In fact mystery surrounds this whole period in the sources, and a certain amount of conjecture is necessary to ascertain the events clearly. In his authoritative biography, Paul Ratchnevsky surmises that Temujin was held, possibly as a captive, at the Chin court following his defeat by Ja-muka. Toghrul had ruled with the acquiescence of the Altan Khan (“Golden Khan”), as the nomads called the Chin emperor, and he would not have welcomed the Chinese ruler’s downfall. When the Tatars, the Chins’ acting police force during this obscure decade between 1186 and 1196, fell foul of the Altan Khan, Temujin was on hand to offer his services and at the same time take some revenge for his father’s murder. Whether Toghrul took part in the battle against the Tatars is disputed in the sources, but as a result of the victory Temujin was awarded a title by the Chin emperor, and Toghrul, now an old man, had his title wang-khan confirmed and his leadership of the Keraits restored. By 1197 Temujin and the wang-khan18 were therefore both restored to positions of prestige and power.

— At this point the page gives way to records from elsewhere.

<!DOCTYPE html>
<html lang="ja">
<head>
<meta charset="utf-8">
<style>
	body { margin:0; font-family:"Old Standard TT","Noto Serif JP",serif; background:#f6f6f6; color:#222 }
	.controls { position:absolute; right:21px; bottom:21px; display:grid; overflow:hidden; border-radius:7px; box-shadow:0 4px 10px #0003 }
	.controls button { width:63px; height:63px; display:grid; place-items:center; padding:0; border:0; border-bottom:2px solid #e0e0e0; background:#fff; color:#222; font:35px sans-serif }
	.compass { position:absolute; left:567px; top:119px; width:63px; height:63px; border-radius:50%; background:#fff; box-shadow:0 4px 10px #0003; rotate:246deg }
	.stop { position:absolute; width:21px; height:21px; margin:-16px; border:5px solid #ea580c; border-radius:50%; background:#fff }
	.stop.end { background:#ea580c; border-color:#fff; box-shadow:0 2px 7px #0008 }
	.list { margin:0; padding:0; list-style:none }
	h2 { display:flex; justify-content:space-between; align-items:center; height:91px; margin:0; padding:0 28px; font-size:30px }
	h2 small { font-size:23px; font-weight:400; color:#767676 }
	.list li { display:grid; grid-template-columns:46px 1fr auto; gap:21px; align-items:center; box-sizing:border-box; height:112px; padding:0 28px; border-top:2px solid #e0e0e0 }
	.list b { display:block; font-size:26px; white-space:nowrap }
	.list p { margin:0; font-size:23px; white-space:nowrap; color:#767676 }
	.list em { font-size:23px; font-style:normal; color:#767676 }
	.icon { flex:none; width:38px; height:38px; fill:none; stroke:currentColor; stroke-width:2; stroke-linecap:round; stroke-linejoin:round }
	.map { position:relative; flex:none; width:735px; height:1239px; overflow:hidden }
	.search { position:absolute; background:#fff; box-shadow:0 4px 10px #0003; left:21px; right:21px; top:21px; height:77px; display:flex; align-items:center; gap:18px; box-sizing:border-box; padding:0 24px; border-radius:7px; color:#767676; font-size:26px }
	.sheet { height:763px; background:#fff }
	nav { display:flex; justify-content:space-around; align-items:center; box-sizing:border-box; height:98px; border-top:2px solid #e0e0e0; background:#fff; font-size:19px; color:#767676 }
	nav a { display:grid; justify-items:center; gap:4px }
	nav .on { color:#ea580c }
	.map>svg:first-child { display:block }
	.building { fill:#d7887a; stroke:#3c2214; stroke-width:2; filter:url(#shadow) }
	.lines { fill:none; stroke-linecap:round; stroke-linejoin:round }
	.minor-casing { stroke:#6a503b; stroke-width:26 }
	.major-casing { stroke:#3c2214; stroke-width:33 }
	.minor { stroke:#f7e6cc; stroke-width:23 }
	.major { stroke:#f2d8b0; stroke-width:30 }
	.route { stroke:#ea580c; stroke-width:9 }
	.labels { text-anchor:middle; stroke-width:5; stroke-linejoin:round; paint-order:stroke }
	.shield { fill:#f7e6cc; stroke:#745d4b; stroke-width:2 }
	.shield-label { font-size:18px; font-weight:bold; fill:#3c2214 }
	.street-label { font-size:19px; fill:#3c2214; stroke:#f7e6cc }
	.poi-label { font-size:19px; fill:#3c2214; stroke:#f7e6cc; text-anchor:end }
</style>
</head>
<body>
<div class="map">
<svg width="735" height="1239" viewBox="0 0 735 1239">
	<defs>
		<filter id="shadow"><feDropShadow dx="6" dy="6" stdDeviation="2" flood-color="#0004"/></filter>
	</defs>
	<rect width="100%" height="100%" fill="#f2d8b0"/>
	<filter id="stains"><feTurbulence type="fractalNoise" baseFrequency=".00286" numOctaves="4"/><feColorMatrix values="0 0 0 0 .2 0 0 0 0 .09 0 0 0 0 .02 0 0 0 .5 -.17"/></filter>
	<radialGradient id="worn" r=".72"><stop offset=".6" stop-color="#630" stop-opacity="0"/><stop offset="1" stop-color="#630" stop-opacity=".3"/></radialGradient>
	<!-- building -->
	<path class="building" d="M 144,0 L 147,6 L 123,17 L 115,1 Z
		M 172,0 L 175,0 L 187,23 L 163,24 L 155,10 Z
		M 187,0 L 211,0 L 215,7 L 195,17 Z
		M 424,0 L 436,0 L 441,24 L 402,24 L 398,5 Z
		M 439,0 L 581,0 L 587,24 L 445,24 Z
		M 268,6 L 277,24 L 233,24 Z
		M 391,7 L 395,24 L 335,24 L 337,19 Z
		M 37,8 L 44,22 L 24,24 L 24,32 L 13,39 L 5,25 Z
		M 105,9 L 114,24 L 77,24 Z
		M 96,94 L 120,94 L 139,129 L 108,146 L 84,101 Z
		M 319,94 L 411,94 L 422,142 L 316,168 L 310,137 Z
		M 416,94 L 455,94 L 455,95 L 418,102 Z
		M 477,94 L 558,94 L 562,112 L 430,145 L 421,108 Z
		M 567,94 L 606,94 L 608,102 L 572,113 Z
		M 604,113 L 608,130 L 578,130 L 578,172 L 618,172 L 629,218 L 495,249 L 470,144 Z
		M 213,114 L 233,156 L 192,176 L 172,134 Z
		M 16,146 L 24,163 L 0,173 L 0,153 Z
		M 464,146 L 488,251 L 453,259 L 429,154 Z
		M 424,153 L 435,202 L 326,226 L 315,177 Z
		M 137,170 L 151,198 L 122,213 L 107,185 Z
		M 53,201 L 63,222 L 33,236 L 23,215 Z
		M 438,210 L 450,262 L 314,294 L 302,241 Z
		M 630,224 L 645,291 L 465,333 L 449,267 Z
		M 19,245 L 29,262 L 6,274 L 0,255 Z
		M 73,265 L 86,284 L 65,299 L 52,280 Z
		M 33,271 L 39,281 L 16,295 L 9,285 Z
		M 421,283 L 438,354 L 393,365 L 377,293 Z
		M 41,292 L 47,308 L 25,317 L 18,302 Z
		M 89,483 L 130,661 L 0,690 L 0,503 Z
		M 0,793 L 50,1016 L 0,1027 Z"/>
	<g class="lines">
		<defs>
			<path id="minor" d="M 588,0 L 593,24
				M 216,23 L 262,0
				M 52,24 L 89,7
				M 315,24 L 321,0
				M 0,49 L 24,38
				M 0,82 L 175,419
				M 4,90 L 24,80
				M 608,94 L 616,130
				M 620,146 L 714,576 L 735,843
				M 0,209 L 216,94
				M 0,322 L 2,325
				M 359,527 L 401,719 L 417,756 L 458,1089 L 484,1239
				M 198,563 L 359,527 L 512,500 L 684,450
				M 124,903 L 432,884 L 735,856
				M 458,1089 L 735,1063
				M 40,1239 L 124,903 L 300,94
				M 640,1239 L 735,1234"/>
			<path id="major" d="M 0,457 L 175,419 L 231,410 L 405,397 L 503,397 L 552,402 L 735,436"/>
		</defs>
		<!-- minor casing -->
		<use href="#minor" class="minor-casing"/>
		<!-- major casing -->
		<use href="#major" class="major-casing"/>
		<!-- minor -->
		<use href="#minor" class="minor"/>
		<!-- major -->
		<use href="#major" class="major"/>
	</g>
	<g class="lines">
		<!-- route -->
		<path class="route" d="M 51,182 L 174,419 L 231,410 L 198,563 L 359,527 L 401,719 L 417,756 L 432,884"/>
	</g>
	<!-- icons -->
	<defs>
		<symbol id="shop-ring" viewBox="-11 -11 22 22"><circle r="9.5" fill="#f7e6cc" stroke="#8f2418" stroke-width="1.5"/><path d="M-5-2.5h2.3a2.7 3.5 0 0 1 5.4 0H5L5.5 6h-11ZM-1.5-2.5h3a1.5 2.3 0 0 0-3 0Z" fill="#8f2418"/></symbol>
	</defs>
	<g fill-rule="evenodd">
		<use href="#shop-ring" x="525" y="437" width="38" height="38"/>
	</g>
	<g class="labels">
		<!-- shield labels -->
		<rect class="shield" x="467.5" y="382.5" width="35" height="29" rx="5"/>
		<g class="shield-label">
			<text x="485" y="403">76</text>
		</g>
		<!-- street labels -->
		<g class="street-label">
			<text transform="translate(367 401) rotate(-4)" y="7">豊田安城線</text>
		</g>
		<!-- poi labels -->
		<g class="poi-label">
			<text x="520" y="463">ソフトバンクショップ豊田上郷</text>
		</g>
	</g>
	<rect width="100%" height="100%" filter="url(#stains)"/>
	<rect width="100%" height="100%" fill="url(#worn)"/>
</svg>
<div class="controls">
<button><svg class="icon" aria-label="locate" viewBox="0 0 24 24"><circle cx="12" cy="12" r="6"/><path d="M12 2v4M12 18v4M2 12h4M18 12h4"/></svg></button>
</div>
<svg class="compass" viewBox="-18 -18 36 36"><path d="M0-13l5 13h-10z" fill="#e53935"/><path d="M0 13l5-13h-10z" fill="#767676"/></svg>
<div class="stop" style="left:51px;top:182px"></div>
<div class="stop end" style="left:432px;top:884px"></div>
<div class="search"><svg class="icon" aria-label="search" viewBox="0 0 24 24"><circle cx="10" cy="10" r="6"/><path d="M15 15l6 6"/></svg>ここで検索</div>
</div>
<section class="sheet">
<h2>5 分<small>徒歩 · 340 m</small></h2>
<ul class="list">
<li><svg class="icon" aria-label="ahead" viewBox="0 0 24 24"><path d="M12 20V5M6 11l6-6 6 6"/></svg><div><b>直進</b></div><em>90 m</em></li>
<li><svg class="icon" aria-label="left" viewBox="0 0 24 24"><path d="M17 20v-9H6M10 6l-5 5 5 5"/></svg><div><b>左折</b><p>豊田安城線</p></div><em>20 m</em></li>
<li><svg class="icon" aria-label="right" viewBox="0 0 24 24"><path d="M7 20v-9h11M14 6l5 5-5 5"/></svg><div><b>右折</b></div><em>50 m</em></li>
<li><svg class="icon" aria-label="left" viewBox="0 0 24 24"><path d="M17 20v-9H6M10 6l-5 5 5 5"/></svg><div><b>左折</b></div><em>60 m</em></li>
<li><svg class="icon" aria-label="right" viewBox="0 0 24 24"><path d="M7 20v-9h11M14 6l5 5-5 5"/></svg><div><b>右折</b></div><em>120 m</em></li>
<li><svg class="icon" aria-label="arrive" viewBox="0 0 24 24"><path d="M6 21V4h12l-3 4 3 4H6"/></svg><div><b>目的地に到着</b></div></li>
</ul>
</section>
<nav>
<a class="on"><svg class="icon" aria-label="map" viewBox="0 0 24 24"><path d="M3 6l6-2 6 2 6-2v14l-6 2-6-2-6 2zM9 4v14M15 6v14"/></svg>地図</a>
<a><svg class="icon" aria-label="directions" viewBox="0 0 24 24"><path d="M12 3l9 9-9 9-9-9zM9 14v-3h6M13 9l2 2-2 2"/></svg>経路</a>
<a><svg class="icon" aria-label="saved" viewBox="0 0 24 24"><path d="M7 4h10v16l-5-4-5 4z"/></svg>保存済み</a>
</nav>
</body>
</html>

Temujin was content at this time to serve as the wang-khan’s protege, and their alliance brought success to both the Mongols and the Keraits. Jamuka continued to inspire envy and hatred against Temujin’s growing prestige, and discontented Merkits, Naimans, Tayichi’uts, Unggirats, and remnants of the Tatars allied against him. The climax to this steppe war pitting Temujin and Toghrul against an alliance loosely gathered under Jamuka, who had been hastily elected gurkhan (khan of all the tribes) in 1201, was reached in 1201-2 in the foothills of the eastern Khinghan mountains. Temujin secured a victory over the confederation and followed it up by forcing a confrontation the following year near the Khalkha River with his old, hated enemy. This bloody battle resulted in the massacre and near extermination of the Tatars, final revenge for the murder of Temujin’s father, Yesugei.